- _Instructions to follow_: Reproduce the data below word for word, setting aside any picture it holds.

*** Opening Excerpted records ***

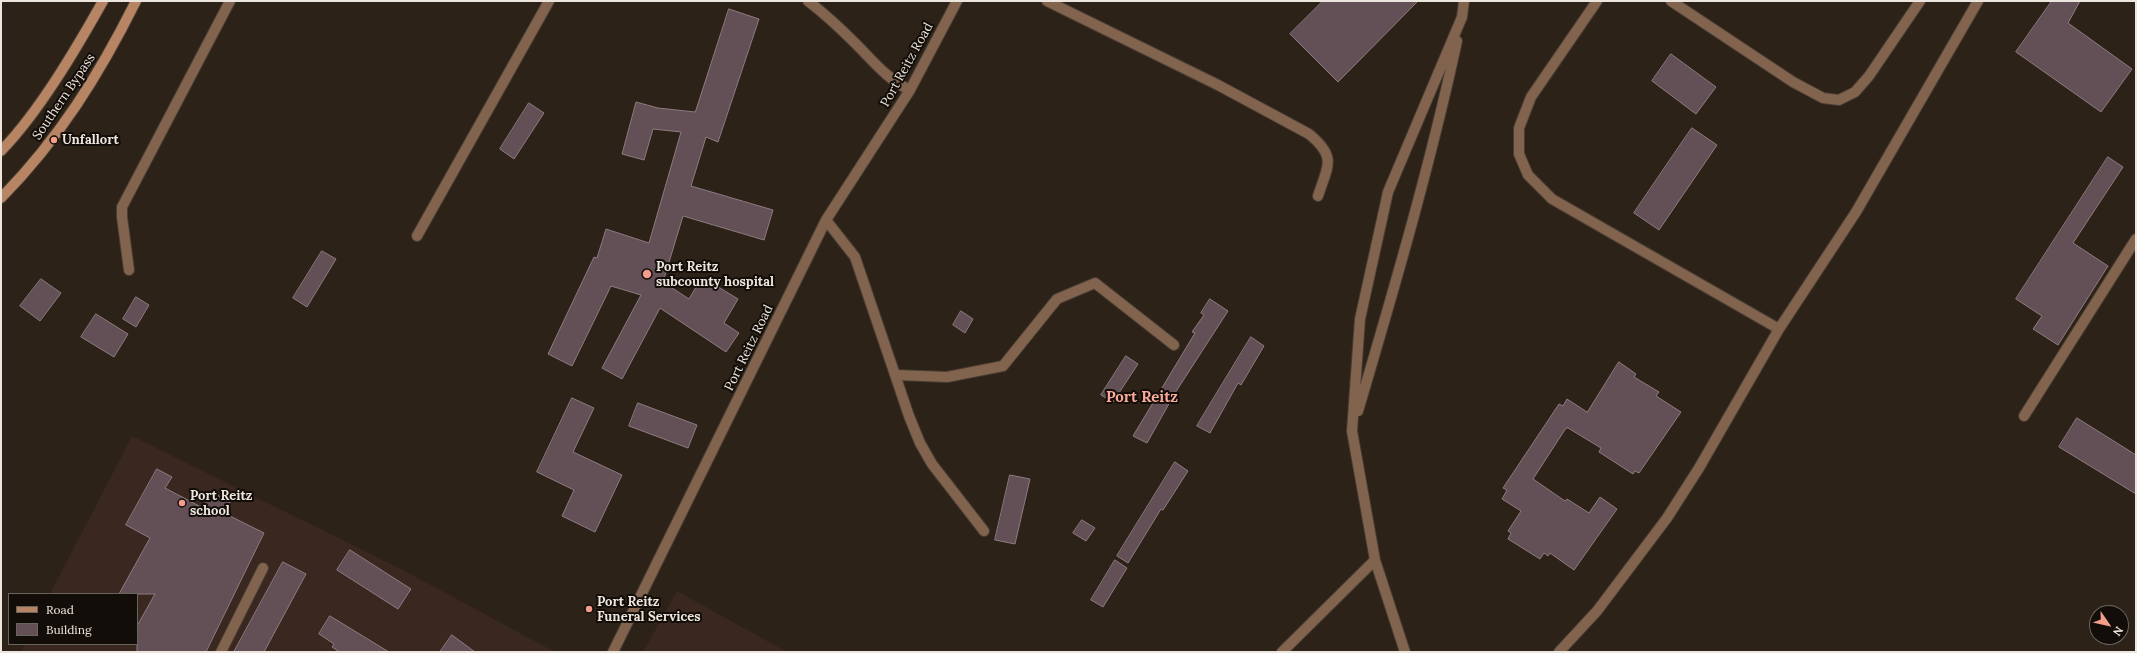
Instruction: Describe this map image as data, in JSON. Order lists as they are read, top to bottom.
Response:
{
  "streets": {
    "main road": ["Southern Bypass"],
    "street": ["Port Reitz Road"]
  },
  "districts": ["Port Reitz"],
  "places": [
    "Unfallort",
    "Port Reitz subcounty hospital",
    "Port Reitz school",
    "Port Reitz Funeral Services"
  ],
  "legend": ["Road", "Building"],
  "north": "bottom right"
}
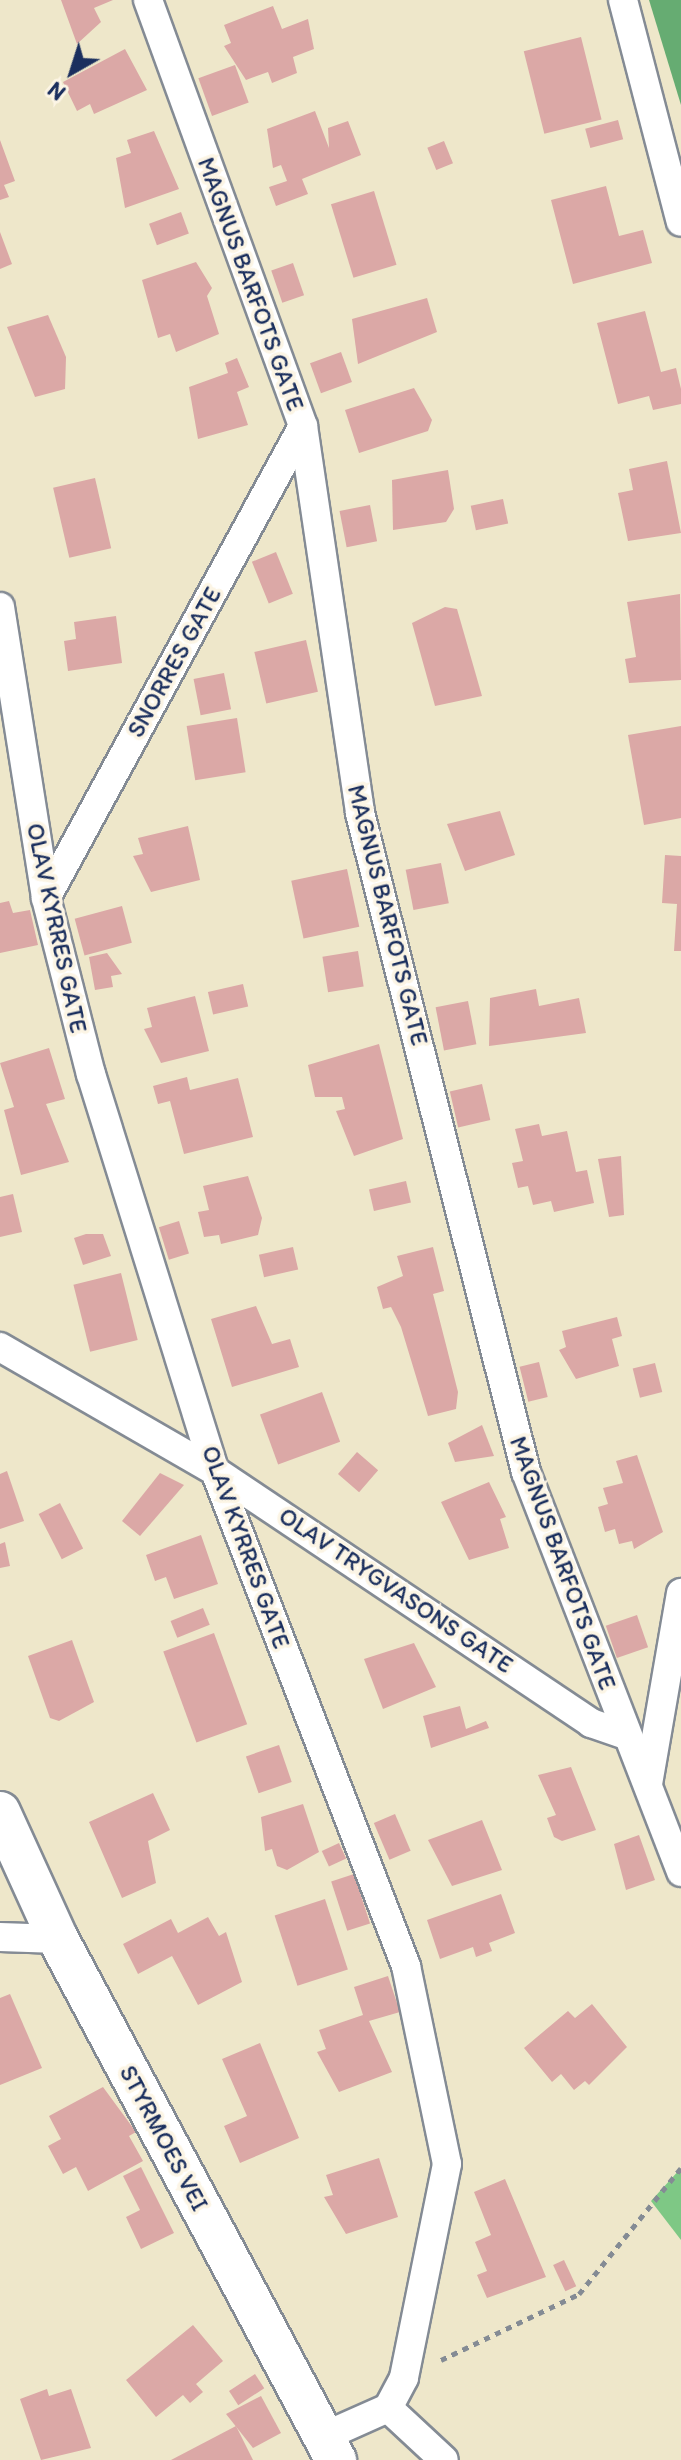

*** Closing Excerpted records ***

- _Reply_:
Instruction: Describe this map image as data, in JSON. Order lists as they are read, top to bottom.
Response:
{
  "streets": {
    "main road": ["Southern Bypass"],
    "street": ["Port Reitz Road"]
  },
  "districts": ["Port Reitz"],
  "places": [
    "Unfallort",
    "Port Reitz subcounty hospital",
    "Port Reitz school",
    "Port Reitz Funeral Services"
  ],
  "legend": ["Road", "Building"],
  "north": "bottom right"
}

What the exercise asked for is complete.